Maria do Mar I

Fragmento 171


Há muitos anos atrás, talvez dez, ou nove, não sei bem, escrevi nas costas de uma ficha sobre figuras rítmicas a seguinte nota: «Maria do Mar - Das ideias em geral - Crítica da Razão Pura - p. 308 - Poética».
 
Agora, como estou precisamente a trabalhar num dos livros da Maria do Mar, decidi-me a investigar essa nota.
 
O receio era tanto, passados todos estes anos, de que o sentido da nota se revelasse completamente opaco, que andei a inventar muitas coisas para fazer, em vez de investigar a nota.
 
Escrevi três sonhos e ainda uma pequena crónica e depois fiquei, durante cerca de uma hora, a olhar para o computador.
 
Comecei a pensar: «Já é tarde. Sinto-me desanimada. Já passou muito tempo. Não tenho forças para ir ver a nota.»
 
A Crítica da Razão Pura do Kant, por causa desta nota que estava pendurada na parede com fita cola, ao lado da escrivaninha, já desde o final de Julho que aguardava em cima da cauda do piano, em posição de destaque.
 
Felizmente, um outro lado de mim decidiu falar: «Toma o teu tempo, mas não desistas.
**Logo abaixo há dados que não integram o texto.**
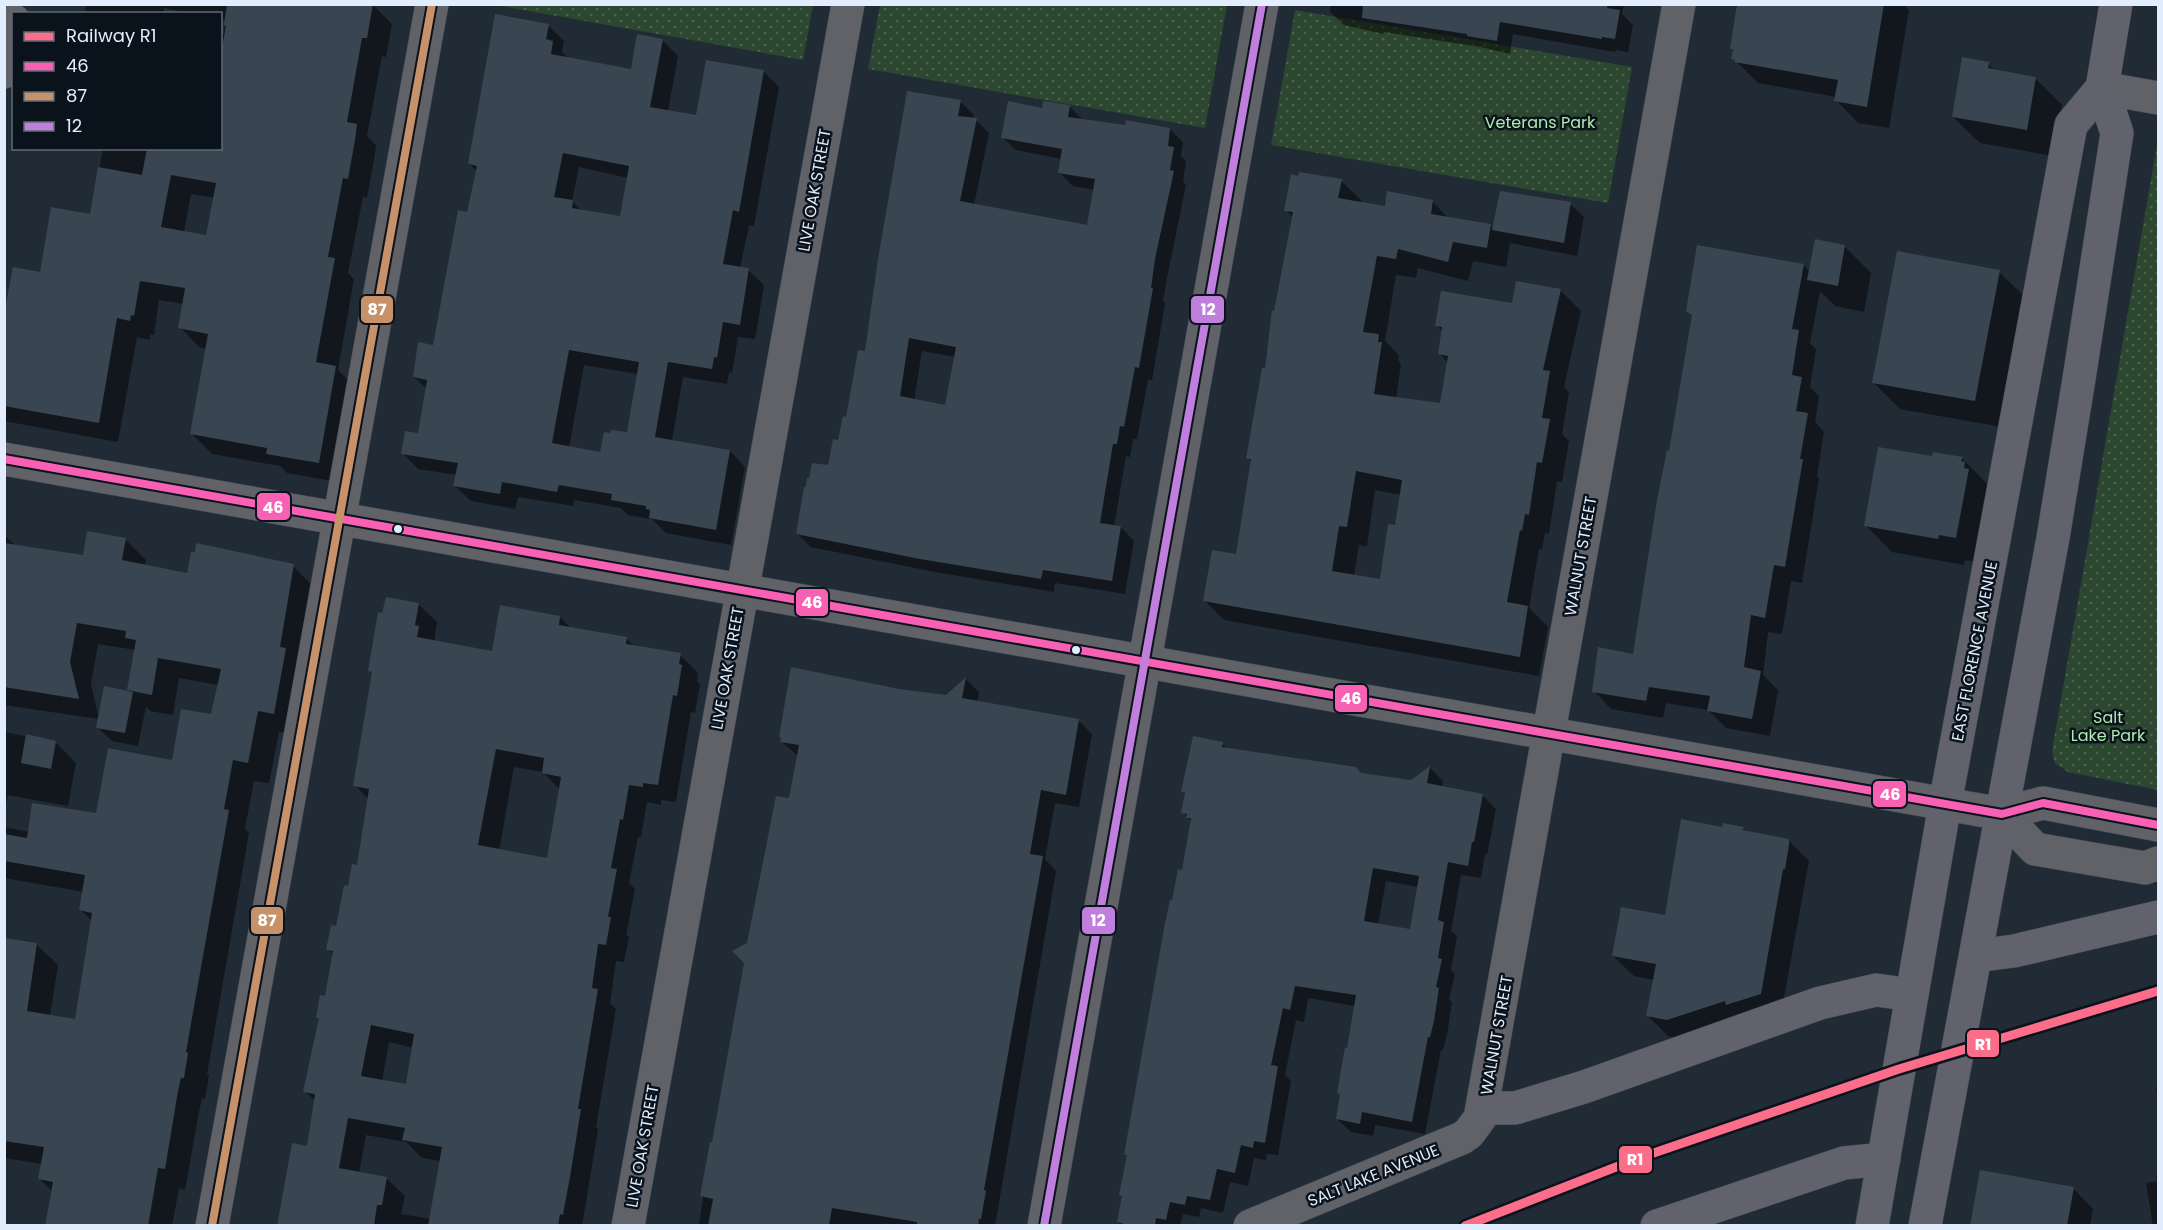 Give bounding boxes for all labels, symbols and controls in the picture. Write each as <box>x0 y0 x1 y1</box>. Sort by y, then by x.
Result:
legend <box>12 12 222 150</box>
text: Railway R1 <box>66 23 157 48</box>
text: 46 <box>66 53 89 78</box>
text: 87 <box>66 83 87 108</box>
park label: Veterans Park <box>1485 111 1596 134</box>
text: 12 <box>66 113 82 138</box>
street label: LIVE OAK STREET <box>792 127 837 253</box>
line badge: 87 <box>360 295 394 324</box>
line badge: 12 <box>1190 295 1225 324</box>
text: 87 <box>368 298 387 321</box>
text: 12 <box>1200 298 1216 321</box>
line badge: 46 <box>256 492 291 521</box>
street label: WALNUT STREET <box>1559 494 1602 618</box>
text: 46 <box>262 496 284 519</box>
unlabelled marker <box>392 523 404 535</box>
street label: EAST FLORENCE AVENUE <box>1946 559 2003 743</box>
line badge: 46 <box>795 588 829 617</box>
text: 46 <box>801 591 823 614</box>
street label: LIVE OAK STREET <box>705 605 750 731</box>
unlabelled marker <box>1070 644 1082 656</box>
line badge: 46 <box>1334 684 1368 713</box>
text: 46 <box>1340 687 1362 710</box>
park label: Salt Lake Park <box>2071 706 2146 747</box>
line badge: 46 <box>1872 780 1907 808</box>
text: 46 <box>1879 783 1901 806</box>
line badge: 87 <box>250 906 284 935</box>
line badge: 12 <box>1081 906 1116 935</box>
text: 87 <box>258 909 277 932</box>
text: 12 <box>1090 909 1106 932</box>
street label: WALNUT STREET <box>1475 973 1518 1097</box>
line badge: R1 <box>1966 1029 2000 1058</box>
text: R1 <box>1975 1033 1991 1056</box>
street label: LIVE OAK STREET <box>620 1083 665 1209</box>
street label: SALT LAKE AVENUE <box>1304 1139 1442 1212</box>
line badge: R1 <box>1618 1145 1653 1174</box>
text: R1 <box>1627 1148 1643 1171</box> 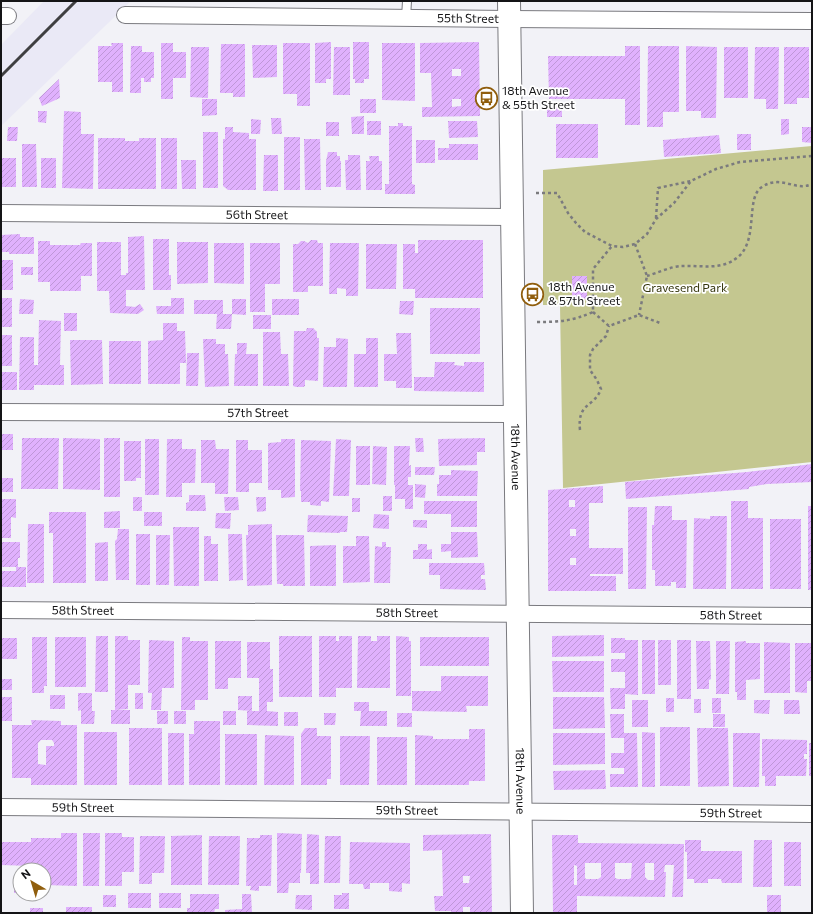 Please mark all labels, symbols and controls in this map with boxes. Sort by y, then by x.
street label: 55th Street [437,10,499,25]
place label: 18th Avenue & 55th Street [502,83,575,111]
bus stop icon: 18th Avenue & 55th Street [474,85,500,111]
street label: 56th Street [226,207,288,221]
place label: 18th Avenue & 57th Street [548,279,620,307]
park label: Gravesend Park [643,280,728,294]
bus stop icon: 18th Avenue & 57th Street [520,281,546,307]
street label: 57th Street [227,405,289,419]
street label: 18th Avenue [509,424,524,490]
street label: 58th Street [52,602,114,617]
street label: 58th Street [376,605,438,619]
street label: 58th Street [700,607,762,622]
street label: 18th Avenue [514,747,529,814]
street label: 59th Street [52,799,114,814]
street label: 59th Street [376,802,438,817]
street label: 59th Street [700,805,762,820]
north arrow [12,862,52,902]
text: N [18,866,33,881]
A noite ainda está longe - e tu já dormiste a sesta... Olha para o ar o tempo que quiseres, antes de ires buscar o Kant, mas dispõe-te pelo menos a ir buscá-lo.»
 
Mais uma vez, e curiosamente, a boa vontade funcionou, ao contrário da força de vontade.
 
Pude então maravilhar-me com o conteúdo da nota, que surgiu brilhantemente intacto, passado tanto tempo, como uma mensagem lançada ao mar dentro de uma garrafa de água.
 


Sexo por sexo... e a prova da realidade.

Sonho CLII
Uma vez que o professor se tinha esquecido das horas, a lição de música prolongava-se.
A Maria do Mar dizia, olhando para o relógio:
«Professor, já está na hora.»
Mas o professor desejava que terminassem a escrita de um coral que se estava a tornar empolgante, por causa de uns saltos atípicos na voz do tenor.
Antes de terminar a aula, chegava a mulher do professor com uma amiga e pedia ajuda para mudar os móveis da casa.
O professor era Biagio Yamaguti.
A casa era um velho quinto andar sem elevador e com umas escadas de madeira bastante empenadas.
Quando a Maria do Mar estava a descer as escadas com a sua cúmplice - uma mulata de aspecto muito agradável -, ouviu lá em cima Biagio gritar bem alto:
«Tenho de ir comprar cigarros!»
E a Maria do Mar sentiu no peito uma alegria galopante, ao ouvi-lo descer as escadas.
Biagio rapidamente as apanhou e, como sabia que a Maria do Mar era muito difícil de conquistar, começou a beijar a sua cúmplice.
Mesmo não sendo uma cena propriamente atraente, a Maria do Mar estava com uma dor de estômago terrível, semelhante àquelas que temos nas descolagens dos aviões, por causa da excitação que aquilo lhe causava.
Biagio Yamaguti era um desses raríssimos homens que lhe inspirava um desejo sem reservas, ao ponto de querer despir-se num ápice e atirar a roupa toda para o chão.
«Como é que se pode desejar tão intensamente uma coisa nem por isso assim tão boa?»
Questionava-se a Maria do Mar.
Já estavam encostados a um muro da estrada e Biagio continuava a beijar a sua cúmplice, quando passou um bando de raparigas que, pelas risadas, todas se tinham deitado com ele.
«Aproveita, aproveita!...» Cantarolavam as raparigas. «Esse, esse... Nem queiras saber!...»
Mas a Maria do Mar não podia deixar de olhar para tudo aquilo com a tristeza antecipada de conhecer por experiência própria o sabor da amargura posterior.
Rudemente comparado, era como comer uma taça inteira de mousse de chocolate e ficar depois com uma valente dor de barriga.
- Mas claro!... - pensava a Maria do Mar - Há sempre quem tenha o estômago de um verdadeiro lagarto pré-histórico!...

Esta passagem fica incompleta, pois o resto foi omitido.